__EXERCISE AIM__
Pick each line that has "controls" out of the records.
■ ■ ■ ■ ■
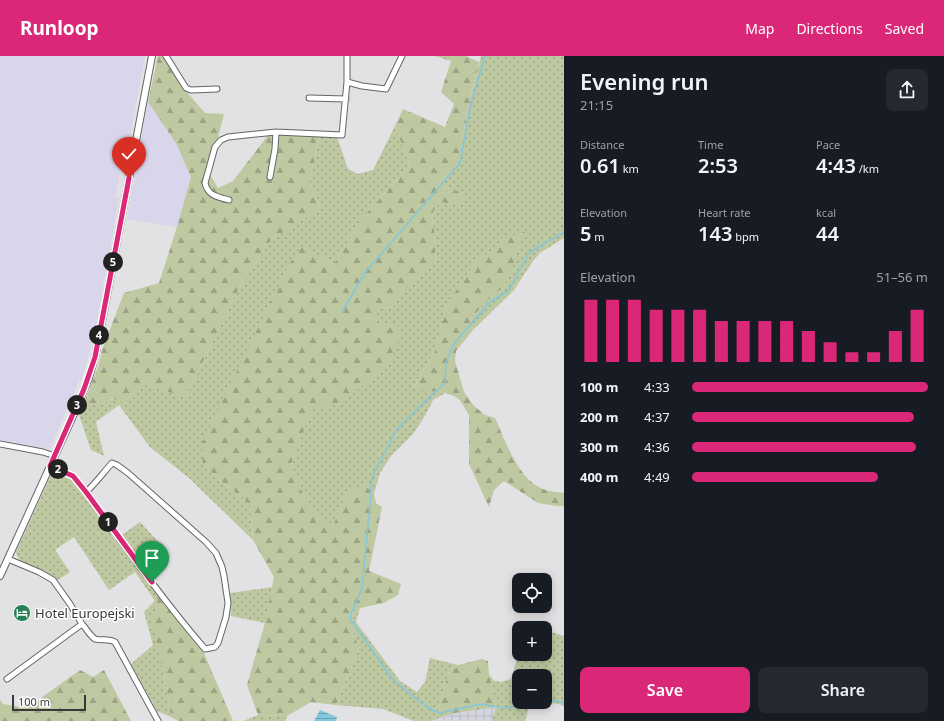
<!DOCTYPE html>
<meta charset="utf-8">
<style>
body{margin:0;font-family:"Noto Sans",sans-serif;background:#242831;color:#f1f3f6;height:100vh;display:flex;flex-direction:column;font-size:15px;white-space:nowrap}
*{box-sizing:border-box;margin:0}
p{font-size:13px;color:#9ea1a6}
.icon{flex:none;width:22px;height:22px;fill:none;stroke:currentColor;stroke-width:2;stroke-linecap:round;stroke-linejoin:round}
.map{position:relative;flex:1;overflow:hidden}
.drawer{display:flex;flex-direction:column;background:#171b24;width:380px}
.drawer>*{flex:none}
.controls{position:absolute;left:512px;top:517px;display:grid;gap:8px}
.controls a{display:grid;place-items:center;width:40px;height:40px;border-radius:8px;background:#171b24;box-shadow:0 2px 10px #0003;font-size:20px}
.scale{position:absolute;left:12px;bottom:10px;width:74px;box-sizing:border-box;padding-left:4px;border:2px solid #383839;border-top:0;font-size:11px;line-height:14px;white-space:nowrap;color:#383839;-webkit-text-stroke:3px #fff;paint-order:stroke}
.pin{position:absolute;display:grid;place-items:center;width:34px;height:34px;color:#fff;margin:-41px -17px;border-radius:50% 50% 50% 0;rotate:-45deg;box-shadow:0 0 4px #0007}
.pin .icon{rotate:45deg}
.km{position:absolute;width:20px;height:20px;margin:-10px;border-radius:50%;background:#222;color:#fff;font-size:11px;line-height:20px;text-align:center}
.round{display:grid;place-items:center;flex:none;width:42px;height:42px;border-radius:8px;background:#242831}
.headline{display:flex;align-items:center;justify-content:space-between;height:68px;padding:0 16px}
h1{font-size:22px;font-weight:600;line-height:30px}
.figures{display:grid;grid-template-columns:repeat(3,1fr);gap:6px;height:68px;padding:4px 16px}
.figures div{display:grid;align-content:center}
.figures b{font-size:20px;font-weight:600}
.figures small{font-size:11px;font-weight:400}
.figures p{font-size:11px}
.chart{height:112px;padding:8px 16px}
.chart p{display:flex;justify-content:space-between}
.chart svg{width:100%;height:72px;margin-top:4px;stroke:#db2777;stroke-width:6}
.cta{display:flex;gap:8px;margin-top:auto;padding:8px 16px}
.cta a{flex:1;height:46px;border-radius:8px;background:#db2777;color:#fff;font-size:16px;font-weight:600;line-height:46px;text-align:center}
.cta a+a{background:#242831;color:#f1f3f6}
ul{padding:0 16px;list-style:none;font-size:13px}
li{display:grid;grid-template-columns:64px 48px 1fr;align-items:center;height:30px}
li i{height:10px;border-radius:5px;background:#db2777}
header{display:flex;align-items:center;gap:24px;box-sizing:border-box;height:56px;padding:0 20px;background:#db2777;color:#fff}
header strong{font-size:19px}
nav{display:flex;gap:22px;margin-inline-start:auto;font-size:14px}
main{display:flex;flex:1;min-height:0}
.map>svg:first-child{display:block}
.commercial{fill:#d9d5ea}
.industrial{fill:url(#industrial-grid)}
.grass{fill:url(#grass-dots);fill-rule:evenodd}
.forest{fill:url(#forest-firs)}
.water{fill:url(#water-rules)}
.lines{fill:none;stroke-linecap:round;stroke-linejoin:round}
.stream{stroke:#82c7de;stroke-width:1.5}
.minor-casing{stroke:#646566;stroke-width:7}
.major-casing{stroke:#646566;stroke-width:8}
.minor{stroke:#fff;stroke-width:5}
.major{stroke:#fff;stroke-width:6}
.route-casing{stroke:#fff;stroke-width:8}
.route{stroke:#db2777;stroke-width:5}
.labels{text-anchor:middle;stroke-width:3;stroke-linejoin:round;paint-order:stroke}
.poi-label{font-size:13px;fill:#383839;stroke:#fff;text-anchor:start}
</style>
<header>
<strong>Runloop</strong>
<nav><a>Map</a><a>Directions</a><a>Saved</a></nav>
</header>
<main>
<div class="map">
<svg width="564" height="665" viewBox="0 0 564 665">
<defs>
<pattern id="industrial-grid" width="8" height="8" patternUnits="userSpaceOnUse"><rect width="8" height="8" fill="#d4d5df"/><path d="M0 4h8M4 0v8" fill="none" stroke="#b7b8c0"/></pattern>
<pattern id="grass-dots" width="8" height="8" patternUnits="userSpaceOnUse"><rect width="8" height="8" fill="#bec8a1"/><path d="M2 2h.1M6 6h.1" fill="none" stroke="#9ba384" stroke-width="1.8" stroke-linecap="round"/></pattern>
<pattern id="forest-firs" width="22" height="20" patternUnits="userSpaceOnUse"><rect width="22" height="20" fill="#bec8a1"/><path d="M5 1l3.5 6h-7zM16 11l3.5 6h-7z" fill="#9ba384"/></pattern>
<pattern id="water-rules" width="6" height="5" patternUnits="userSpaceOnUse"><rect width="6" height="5" fill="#82c7de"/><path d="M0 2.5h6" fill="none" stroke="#6ba3b5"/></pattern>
</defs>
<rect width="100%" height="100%" fill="#e2e2e4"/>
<!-- commercial -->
<path class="commercial" d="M0,0H145L127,98L123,104L115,141L119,142L93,285L81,325H79L50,393L0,384Z
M148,46L176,87L191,121L177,171L127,163Z"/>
<!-- industrial -->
<path class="industrial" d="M496,651L492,665H430L455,657Z"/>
<!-- grass -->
<path class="grass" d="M481,0H564V95L563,98L564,99V182L540,197L533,205L514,234L473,274L470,264L486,245L505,230L498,193L479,202L446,249L436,293L413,332L445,337L433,344L425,360L413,378L391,400L380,417L374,438L364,428L346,438L331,476L303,438L291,408L312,353L342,347L374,267L378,252L393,251L406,230L436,207L433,155L441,145L450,149L465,138L438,128L459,105L468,51Z
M395,70L410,110L362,162L334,208L302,191L203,411L250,448L253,484L189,422L150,391L119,349L96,366L104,400L91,394L79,359L87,339L93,347L100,349L141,328L186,341L239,232L271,184L321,152L309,125L320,80L337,81L348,113L358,118L373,114Z
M53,415L62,417L71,422L101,462L115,484L140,466L167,495L148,526L159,540L164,618L171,661L157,655L131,608L153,589L144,556L155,545L135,516L109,534L74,481L55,494L70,516L58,524L38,512L19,504L16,496Z
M273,531L265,567L231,560L230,537Z
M360,552L356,566L400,625L417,636L425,626L430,602L458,609L448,619L438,654L445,660L430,665H414L383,653L336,649L359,592L353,575L355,566L352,559L354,554Z
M545,574L564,580V650C550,645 542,647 529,651L525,665H492L496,651L489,618L494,625L501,626L511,623L519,596V598H545ZM519,620H545V646H519Z
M258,659L287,660L285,665H243Z"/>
<!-- forest -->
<path class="forest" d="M158,0H163L185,34L205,57L224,58L209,117L218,132L233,125L269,78L320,80L309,125L321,152L271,184L239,232L186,341L141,328L136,342L129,341L123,347L113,342L100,349L92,347L87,339L98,311L102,294L124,237L159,227L177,171L191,121L176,87L148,46Z
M435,0H466L479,6L468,51L459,105L438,128L465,138L464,149H450L441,145L433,155L436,207L406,230L393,251L378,252L375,267H398L399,289L388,308L342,347L312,354L291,408L303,438L331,475L346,438L364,428L374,438L376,447L382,451L369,515L401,528L398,539L384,547L360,552L354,554L352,559L355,566L353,575L359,592L336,649L311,646L287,660L258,659L247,629L265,567L274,521L253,484L250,448L203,411L202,387L289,208L302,191L334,208L362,162L410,110L395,70L403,53L445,71L454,48L441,36L451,5Z
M525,176L505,230L486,245L470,264L473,274L456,295L455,305L464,336L473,349L485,359L495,362C504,382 517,419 537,430C545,435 555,436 564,437V450H557L538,447L504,425L494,434L489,451L469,408V359L460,344L454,340L445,337L413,333L436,293L446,249L479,202L498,193L502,181Z
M159,540L203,595L233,665H179L171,661L164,618L152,565Z
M482,603L488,605L489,618L496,651L455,657L445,660L438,654L448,619L458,609Z
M80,614L93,621L104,614L131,665H0V644L3,648L27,652Z"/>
<!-- water -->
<path class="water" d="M320,654L337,661L336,665H314Z"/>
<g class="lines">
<!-- stream -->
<path class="stream" d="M342,256L364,218L460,107L470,52L485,0
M545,644L555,645L564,647
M536,646L520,650L504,652L481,648L440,657L432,654L424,649L393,624L350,563L351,558L362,532L371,438V427L373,419L396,374L426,344L445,327L446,307L453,289L489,247L509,234L528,198L532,195L564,176"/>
<!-- minor casing -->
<g class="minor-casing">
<path id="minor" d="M166,0L186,32L191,34L217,33
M347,26L362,30L386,33L402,0
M309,42L346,43
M270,121L275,93L276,76
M229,144C218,141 208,140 205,127L215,91L221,84L228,81L276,76L342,79L347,26V0
M0,388L43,396L55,400
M50,409L73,420L86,436C96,427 103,417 112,407L117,409L128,417L206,486L216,497L222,511L224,520L228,547L226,561L218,587L215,591L205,593C162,543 124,489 86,436
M8,503L39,516L53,524L70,548L82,568
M7,623L82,568C86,572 90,580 95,583C101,585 108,582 115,586L158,665"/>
</g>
<!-- major casing -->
<g class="major-casing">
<path id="major" d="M0,520L73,360L89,322L95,301L100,276L152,0"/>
</g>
<!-- minor -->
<use href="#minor" class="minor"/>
<!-- major -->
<use href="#major" class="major"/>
</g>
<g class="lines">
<!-- route casing -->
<g class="route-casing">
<path id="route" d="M129,122L95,301L84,333L50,410L73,420L86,436L152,526"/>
</g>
<!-- route -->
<use href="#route" class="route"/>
</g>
<!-- icons -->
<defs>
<g id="hotel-disc" transform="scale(0.9)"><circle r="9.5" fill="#268055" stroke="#fff"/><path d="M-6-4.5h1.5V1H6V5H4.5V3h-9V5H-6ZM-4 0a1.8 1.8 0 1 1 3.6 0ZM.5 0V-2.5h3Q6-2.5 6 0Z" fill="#fff"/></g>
</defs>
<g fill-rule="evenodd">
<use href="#hotel-disc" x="22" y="557"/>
</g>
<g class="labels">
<!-- poi labels -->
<g class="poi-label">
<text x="35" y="562">Hotel Europejski</text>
</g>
</g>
</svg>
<div class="controls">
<a><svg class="icon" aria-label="locate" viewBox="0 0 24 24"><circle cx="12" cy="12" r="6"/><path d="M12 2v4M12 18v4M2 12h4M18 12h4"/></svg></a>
<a>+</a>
<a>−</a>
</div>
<div class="scale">100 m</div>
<div class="pin" style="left:152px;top:526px;background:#1e9e55"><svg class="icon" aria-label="arrive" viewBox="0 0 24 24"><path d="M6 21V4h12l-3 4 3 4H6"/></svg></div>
<div class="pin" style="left:129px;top:122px;background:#d93025"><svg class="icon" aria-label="check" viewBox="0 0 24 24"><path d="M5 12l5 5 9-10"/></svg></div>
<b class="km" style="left:108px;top:466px">1</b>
<b class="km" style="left:58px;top:413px">2</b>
<b class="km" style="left:77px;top:349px">3</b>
<b class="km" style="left:99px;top:279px">4</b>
<b class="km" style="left:113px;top:206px">5</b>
</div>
<section class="drawer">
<div class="headline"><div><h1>Evening run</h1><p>21:15</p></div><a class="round"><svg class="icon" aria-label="share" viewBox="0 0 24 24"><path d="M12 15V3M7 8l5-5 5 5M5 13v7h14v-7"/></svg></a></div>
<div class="figures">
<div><p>Distance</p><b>0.61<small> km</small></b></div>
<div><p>Time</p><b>2:53</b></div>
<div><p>Pace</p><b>4:43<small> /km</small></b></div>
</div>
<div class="figures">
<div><p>Elevation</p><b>5<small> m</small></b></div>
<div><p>Heart rate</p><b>143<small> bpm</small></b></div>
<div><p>kcal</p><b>44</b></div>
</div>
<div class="chart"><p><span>Elevation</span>51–56 m</p>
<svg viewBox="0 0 160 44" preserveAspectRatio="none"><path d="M5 44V6M15 44V6M25 44V6M35 44V12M45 44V12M55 44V12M65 44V19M75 44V19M85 44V19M95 44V19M105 44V25M115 44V32M125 44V38M135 44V38M145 44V25M155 44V12"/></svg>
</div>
<ul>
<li><b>100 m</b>4:33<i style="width:100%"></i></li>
<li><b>200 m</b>4:37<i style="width:94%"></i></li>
<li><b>300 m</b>4:36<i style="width:95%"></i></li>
<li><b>400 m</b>4:49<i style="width:79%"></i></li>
</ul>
<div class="cta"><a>Save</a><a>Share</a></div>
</section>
</main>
■ ■ ■ ■ ■
__ANSWER SECTION__
.controls{position:absolute;left:512px;top:517px;display:grid;gap:8px}
.controls a{display:grid;place-items:center;width:40px;height:40px;border-radius:8px;background:#171b24;box-shadow:0 2px 10px #0003;font-size:20px}
<div class="controls">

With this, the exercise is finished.